## Task
Determine the number of lines in the listing that contain "currentColor". Write only that number.
——————————
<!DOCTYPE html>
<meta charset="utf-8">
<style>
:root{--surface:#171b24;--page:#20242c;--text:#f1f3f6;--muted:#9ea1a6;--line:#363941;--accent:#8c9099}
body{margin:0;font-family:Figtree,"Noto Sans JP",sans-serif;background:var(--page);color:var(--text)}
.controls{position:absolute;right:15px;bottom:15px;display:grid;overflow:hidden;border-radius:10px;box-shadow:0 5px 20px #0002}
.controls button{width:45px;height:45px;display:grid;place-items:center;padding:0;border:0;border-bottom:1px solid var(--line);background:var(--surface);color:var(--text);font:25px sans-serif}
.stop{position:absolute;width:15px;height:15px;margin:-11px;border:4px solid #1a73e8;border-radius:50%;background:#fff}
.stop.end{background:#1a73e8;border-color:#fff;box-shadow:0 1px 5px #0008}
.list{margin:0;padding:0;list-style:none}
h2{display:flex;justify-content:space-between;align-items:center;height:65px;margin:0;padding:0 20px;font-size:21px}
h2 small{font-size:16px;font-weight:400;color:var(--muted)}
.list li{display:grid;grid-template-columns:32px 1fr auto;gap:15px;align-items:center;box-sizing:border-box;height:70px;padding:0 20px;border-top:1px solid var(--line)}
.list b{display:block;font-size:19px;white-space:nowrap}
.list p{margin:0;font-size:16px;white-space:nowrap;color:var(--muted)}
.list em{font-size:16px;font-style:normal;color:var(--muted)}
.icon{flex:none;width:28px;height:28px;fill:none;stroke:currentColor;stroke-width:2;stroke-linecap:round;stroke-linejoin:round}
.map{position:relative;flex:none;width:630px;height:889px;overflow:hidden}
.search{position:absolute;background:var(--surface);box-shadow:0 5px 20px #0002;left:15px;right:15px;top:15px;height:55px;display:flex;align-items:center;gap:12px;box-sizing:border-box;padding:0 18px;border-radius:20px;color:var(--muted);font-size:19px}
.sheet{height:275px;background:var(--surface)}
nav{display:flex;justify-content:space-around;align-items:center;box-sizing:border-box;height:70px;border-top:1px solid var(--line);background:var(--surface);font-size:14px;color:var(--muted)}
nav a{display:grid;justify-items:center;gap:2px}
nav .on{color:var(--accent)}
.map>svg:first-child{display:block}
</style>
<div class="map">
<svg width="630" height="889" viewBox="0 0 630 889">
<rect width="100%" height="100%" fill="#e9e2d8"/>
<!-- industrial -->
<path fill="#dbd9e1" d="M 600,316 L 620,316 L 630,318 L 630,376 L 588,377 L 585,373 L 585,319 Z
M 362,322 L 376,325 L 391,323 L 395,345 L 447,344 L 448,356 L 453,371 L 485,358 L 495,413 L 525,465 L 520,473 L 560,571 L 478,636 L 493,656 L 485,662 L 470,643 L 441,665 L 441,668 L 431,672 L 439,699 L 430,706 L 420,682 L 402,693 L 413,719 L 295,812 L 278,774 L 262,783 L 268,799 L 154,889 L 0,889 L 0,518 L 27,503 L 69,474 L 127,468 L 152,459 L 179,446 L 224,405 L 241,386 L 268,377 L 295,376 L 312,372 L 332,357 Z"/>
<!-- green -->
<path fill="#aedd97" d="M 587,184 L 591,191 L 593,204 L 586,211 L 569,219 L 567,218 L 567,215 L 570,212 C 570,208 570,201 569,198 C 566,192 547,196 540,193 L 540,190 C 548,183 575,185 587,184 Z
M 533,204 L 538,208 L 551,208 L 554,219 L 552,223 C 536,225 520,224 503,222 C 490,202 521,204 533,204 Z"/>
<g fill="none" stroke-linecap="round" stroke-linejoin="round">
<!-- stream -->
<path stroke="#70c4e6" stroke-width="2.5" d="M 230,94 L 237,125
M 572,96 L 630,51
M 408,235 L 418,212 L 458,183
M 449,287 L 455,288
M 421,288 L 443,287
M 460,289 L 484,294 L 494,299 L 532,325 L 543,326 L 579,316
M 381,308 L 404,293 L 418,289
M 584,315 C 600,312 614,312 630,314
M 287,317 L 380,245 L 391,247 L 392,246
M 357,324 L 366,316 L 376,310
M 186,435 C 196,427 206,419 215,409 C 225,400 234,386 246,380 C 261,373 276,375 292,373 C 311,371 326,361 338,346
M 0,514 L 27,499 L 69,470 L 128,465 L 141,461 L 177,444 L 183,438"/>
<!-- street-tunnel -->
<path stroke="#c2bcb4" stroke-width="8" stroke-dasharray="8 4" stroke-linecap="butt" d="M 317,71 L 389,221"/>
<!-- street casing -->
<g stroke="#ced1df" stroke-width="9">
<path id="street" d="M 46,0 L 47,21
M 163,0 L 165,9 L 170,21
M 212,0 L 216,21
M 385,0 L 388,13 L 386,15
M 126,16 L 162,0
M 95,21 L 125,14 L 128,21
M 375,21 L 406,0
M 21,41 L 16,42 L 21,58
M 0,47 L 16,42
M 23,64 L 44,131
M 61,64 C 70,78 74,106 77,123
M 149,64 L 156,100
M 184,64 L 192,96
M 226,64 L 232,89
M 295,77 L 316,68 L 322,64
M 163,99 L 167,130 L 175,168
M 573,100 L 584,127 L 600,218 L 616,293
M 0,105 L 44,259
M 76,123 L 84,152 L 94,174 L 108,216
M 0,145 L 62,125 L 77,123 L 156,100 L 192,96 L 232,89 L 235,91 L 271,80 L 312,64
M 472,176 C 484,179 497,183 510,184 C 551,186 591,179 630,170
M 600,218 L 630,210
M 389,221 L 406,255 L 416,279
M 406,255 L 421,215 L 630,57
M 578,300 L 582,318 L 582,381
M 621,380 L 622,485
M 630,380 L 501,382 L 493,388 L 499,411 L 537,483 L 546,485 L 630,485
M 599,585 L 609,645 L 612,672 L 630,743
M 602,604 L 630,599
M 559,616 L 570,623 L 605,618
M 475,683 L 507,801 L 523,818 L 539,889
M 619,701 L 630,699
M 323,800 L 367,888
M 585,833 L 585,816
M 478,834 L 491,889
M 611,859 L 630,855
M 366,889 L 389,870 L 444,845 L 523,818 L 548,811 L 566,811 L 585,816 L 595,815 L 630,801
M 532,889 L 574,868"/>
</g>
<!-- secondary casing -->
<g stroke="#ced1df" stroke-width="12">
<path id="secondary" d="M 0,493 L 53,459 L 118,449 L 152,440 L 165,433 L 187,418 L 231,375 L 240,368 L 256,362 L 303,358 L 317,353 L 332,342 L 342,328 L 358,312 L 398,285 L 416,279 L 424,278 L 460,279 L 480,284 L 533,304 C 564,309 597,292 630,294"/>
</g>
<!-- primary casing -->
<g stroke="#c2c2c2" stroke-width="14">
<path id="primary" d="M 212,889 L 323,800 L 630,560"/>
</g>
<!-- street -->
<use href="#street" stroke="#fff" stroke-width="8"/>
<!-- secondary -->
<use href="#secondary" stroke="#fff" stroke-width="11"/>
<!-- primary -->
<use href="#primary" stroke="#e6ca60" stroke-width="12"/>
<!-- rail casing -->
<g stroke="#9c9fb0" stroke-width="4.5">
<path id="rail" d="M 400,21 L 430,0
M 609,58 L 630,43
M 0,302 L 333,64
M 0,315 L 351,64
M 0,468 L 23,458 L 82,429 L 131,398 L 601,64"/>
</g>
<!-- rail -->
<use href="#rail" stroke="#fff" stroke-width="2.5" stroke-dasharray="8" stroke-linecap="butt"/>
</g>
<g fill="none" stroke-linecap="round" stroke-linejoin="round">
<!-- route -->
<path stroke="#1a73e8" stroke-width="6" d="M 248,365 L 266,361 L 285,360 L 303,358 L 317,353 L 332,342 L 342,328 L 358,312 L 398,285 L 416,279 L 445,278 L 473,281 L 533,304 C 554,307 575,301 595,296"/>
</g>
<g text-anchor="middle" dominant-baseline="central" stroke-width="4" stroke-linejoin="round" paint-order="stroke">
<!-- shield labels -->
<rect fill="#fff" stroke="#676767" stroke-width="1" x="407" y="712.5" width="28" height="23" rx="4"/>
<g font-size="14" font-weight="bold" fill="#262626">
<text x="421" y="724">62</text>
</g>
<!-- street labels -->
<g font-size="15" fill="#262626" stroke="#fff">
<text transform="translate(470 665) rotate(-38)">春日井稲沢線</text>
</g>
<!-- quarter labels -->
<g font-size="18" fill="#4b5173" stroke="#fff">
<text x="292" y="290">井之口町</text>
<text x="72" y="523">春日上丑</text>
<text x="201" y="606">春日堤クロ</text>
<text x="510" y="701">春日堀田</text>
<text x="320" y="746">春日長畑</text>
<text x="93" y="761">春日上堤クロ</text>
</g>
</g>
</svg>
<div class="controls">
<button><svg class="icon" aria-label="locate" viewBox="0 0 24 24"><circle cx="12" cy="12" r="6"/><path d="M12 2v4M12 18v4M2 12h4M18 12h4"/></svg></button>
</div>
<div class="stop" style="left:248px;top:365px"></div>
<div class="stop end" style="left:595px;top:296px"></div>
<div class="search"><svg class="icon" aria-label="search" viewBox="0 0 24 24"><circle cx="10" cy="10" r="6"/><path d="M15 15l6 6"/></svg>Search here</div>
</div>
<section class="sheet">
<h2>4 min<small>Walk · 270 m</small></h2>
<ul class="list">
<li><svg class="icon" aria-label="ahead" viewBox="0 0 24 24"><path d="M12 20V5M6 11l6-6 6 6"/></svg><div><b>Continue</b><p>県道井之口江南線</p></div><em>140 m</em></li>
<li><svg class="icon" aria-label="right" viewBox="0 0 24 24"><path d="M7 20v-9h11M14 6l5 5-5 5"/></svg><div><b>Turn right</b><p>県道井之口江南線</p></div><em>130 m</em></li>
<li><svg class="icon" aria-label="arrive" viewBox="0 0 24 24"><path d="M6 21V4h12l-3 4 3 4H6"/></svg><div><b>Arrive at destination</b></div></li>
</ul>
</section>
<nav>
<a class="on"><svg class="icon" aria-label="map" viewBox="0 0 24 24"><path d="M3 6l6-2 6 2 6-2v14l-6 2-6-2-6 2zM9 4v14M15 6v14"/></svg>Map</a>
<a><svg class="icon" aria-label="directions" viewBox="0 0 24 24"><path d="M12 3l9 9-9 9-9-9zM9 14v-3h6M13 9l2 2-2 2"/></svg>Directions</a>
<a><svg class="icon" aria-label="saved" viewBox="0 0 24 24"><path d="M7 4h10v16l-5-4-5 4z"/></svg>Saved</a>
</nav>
——————————
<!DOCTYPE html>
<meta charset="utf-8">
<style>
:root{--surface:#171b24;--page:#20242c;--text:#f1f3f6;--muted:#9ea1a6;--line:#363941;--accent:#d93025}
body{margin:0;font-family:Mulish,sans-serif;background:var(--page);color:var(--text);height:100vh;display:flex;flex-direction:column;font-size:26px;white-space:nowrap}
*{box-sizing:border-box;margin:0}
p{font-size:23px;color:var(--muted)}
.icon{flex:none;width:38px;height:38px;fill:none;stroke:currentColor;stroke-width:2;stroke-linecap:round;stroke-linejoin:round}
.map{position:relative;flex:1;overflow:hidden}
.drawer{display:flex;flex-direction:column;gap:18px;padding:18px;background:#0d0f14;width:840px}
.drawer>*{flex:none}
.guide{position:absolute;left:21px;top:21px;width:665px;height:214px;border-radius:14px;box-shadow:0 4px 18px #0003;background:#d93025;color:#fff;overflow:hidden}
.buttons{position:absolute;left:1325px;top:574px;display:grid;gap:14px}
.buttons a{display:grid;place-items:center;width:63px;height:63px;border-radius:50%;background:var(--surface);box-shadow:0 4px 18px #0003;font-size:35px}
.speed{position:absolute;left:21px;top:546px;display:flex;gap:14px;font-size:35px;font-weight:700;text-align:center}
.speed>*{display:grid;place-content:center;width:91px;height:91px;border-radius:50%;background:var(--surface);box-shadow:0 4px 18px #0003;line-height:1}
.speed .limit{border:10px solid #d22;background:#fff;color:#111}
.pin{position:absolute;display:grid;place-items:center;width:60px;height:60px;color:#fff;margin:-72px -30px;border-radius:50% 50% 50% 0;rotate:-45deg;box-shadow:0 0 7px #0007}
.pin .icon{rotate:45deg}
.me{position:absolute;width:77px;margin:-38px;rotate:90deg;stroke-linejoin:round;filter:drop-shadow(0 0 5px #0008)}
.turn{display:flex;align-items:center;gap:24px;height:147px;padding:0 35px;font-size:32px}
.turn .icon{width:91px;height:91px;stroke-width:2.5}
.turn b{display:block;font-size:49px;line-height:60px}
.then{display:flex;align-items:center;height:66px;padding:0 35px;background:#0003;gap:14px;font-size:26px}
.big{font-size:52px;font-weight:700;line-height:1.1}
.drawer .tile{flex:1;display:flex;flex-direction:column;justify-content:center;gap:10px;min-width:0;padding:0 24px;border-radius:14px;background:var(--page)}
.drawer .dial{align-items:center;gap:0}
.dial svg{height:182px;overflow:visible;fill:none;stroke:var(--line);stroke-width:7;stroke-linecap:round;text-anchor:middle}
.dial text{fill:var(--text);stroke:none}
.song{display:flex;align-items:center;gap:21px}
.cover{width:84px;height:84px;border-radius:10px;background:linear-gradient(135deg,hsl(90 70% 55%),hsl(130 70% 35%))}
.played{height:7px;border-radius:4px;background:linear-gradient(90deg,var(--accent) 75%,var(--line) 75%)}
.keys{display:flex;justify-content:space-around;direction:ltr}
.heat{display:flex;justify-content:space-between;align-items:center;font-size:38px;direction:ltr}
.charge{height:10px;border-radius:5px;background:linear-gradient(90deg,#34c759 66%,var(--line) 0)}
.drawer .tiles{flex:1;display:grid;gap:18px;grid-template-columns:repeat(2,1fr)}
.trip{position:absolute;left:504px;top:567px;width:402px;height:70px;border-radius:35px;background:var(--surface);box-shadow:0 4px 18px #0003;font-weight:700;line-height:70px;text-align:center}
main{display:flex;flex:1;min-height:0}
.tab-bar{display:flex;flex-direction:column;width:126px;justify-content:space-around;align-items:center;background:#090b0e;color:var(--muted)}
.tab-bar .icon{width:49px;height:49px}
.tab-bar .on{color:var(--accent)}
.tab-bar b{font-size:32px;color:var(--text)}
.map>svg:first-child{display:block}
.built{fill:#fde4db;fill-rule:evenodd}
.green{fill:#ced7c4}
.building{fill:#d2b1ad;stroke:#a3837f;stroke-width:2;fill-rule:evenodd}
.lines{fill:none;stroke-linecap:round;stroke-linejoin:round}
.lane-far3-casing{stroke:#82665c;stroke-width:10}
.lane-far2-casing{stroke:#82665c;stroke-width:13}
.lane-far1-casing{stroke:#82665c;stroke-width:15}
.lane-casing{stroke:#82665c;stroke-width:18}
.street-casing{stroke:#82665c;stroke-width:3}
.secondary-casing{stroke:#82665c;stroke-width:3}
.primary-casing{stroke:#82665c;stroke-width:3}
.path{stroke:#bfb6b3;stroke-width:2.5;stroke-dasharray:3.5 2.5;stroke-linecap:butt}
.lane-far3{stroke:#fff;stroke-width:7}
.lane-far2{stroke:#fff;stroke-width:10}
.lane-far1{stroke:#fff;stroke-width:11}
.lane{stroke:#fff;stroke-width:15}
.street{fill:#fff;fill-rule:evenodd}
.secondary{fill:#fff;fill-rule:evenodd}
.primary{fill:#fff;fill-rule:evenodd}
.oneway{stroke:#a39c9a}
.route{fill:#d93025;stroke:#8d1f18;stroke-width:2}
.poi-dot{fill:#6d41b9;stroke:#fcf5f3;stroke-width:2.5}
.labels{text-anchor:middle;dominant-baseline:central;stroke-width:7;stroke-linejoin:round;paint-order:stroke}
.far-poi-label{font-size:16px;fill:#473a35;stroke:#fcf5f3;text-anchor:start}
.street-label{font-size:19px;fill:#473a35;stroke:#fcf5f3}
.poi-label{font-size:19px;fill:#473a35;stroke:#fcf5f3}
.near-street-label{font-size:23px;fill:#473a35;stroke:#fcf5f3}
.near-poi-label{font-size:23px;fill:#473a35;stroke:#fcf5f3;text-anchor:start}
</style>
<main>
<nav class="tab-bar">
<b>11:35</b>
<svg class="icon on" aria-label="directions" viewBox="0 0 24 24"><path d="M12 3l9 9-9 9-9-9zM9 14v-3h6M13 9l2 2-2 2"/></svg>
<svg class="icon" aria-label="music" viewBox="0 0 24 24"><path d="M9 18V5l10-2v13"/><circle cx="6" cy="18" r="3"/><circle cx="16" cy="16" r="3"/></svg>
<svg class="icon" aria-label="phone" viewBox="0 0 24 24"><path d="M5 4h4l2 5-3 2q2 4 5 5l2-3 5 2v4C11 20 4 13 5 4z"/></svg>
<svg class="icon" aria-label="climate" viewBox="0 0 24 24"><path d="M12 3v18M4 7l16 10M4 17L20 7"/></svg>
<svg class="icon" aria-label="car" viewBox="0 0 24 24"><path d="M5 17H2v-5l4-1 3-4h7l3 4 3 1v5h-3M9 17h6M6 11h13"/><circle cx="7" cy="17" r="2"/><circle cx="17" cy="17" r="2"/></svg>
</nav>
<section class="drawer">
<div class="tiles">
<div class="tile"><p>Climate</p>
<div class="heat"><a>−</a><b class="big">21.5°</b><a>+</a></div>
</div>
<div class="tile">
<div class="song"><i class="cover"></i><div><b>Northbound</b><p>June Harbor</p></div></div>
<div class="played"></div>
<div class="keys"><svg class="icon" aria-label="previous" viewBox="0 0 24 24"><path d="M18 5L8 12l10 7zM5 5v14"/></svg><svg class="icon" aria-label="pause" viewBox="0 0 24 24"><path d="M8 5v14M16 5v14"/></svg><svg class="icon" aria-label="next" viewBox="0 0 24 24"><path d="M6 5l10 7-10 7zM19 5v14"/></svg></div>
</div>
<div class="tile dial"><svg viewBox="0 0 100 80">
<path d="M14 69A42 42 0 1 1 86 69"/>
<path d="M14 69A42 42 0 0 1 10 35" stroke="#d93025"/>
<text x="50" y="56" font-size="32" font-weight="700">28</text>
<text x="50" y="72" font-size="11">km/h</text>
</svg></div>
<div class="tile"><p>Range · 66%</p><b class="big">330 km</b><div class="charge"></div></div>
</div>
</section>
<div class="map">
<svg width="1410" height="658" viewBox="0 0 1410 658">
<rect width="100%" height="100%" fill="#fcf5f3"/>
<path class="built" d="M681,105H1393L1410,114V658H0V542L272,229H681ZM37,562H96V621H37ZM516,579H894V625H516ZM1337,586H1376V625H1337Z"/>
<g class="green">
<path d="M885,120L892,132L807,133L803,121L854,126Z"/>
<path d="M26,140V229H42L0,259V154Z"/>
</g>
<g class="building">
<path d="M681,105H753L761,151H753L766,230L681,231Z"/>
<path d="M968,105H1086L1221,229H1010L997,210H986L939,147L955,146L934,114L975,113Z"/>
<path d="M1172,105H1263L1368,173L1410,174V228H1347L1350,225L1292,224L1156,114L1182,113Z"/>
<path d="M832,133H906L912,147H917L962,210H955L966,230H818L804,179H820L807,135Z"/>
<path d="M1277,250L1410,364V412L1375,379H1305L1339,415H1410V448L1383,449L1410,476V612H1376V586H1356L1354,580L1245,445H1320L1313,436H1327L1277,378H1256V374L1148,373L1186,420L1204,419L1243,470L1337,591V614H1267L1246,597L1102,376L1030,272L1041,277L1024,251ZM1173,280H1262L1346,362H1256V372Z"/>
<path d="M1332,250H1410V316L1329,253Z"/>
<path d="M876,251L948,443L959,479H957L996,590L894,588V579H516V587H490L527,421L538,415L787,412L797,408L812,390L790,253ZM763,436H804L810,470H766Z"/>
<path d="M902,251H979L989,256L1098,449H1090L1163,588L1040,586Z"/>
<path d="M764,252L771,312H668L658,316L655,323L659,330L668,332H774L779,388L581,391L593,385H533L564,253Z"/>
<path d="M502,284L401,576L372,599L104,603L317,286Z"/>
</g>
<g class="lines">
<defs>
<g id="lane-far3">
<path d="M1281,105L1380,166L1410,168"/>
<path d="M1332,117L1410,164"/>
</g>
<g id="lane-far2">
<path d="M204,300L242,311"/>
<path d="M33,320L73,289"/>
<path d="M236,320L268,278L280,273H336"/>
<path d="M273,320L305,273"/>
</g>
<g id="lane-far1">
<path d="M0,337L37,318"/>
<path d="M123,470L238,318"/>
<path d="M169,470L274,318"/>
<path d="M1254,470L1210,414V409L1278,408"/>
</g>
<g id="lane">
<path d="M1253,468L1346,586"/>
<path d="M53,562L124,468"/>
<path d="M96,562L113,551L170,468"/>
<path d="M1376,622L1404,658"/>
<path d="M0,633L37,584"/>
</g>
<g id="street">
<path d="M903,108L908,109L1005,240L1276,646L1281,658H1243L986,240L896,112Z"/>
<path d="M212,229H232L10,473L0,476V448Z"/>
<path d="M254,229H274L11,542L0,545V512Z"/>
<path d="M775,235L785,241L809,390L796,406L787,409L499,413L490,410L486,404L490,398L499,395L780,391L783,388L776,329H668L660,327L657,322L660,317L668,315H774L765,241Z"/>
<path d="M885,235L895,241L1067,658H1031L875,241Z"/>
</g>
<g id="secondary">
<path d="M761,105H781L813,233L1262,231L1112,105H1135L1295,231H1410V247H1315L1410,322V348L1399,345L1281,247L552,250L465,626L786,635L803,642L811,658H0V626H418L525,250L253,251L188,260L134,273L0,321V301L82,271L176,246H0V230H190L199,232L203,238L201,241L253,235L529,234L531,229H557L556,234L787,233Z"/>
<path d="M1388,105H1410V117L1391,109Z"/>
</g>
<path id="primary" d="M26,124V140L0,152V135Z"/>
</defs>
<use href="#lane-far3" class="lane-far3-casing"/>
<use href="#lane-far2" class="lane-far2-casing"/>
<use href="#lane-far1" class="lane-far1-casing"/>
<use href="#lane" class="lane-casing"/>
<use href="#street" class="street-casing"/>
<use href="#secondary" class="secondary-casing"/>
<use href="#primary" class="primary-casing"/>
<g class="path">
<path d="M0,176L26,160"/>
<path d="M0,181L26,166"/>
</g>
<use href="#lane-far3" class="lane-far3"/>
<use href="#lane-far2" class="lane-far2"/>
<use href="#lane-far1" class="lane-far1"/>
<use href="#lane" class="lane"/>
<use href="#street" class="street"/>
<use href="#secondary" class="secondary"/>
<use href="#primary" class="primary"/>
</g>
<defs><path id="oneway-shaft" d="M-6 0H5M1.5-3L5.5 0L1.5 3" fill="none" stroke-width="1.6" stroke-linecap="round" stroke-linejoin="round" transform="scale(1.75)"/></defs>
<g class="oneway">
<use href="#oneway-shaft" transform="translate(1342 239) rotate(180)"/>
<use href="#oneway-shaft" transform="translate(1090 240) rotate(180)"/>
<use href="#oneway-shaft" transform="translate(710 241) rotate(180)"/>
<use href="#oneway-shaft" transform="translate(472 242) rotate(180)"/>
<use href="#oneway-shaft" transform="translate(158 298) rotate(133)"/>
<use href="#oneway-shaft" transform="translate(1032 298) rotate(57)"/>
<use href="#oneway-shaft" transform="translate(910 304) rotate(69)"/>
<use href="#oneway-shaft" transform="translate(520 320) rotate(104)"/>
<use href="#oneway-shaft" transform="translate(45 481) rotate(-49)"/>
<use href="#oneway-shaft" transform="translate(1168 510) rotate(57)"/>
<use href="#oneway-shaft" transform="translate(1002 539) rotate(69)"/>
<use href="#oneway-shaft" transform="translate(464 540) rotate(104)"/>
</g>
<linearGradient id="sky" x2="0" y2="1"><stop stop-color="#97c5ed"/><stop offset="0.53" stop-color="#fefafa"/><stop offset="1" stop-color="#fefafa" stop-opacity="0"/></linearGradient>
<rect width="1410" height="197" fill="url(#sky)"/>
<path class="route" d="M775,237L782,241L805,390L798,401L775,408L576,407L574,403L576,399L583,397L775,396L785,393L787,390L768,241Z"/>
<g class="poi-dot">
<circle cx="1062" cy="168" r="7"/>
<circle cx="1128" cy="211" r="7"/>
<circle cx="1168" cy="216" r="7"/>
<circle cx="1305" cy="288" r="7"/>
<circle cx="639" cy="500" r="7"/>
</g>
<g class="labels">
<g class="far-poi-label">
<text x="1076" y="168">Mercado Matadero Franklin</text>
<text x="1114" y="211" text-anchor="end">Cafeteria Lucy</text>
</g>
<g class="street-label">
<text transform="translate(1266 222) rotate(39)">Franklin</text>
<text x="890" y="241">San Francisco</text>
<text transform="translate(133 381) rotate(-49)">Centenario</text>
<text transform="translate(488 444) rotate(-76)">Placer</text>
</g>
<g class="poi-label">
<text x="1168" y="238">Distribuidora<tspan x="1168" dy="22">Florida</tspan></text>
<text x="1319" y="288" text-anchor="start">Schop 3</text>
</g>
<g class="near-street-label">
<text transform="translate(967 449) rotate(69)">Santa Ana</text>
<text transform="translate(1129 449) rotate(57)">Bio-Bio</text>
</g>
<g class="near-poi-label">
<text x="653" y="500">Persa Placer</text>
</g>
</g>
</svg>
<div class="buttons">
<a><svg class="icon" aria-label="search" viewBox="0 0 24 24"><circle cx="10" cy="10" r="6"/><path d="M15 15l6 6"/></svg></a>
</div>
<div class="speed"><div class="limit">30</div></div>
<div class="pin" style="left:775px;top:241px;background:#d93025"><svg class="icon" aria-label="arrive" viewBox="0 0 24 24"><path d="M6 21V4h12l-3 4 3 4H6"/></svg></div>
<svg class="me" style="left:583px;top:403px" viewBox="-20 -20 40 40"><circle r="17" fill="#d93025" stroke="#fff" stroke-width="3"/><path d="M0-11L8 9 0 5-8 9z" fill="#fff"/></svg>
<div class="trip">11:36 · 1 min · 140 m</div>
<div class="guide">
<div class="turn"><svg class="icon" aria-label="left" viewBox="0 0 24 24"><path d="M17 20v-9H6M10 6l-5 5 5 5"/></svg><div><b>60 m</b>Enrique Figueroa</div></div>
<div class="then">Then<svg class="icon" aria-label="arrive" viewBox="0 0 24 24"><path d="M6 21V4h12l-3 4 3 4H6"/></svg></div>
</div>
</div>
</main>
——————————
## Solution for this task
2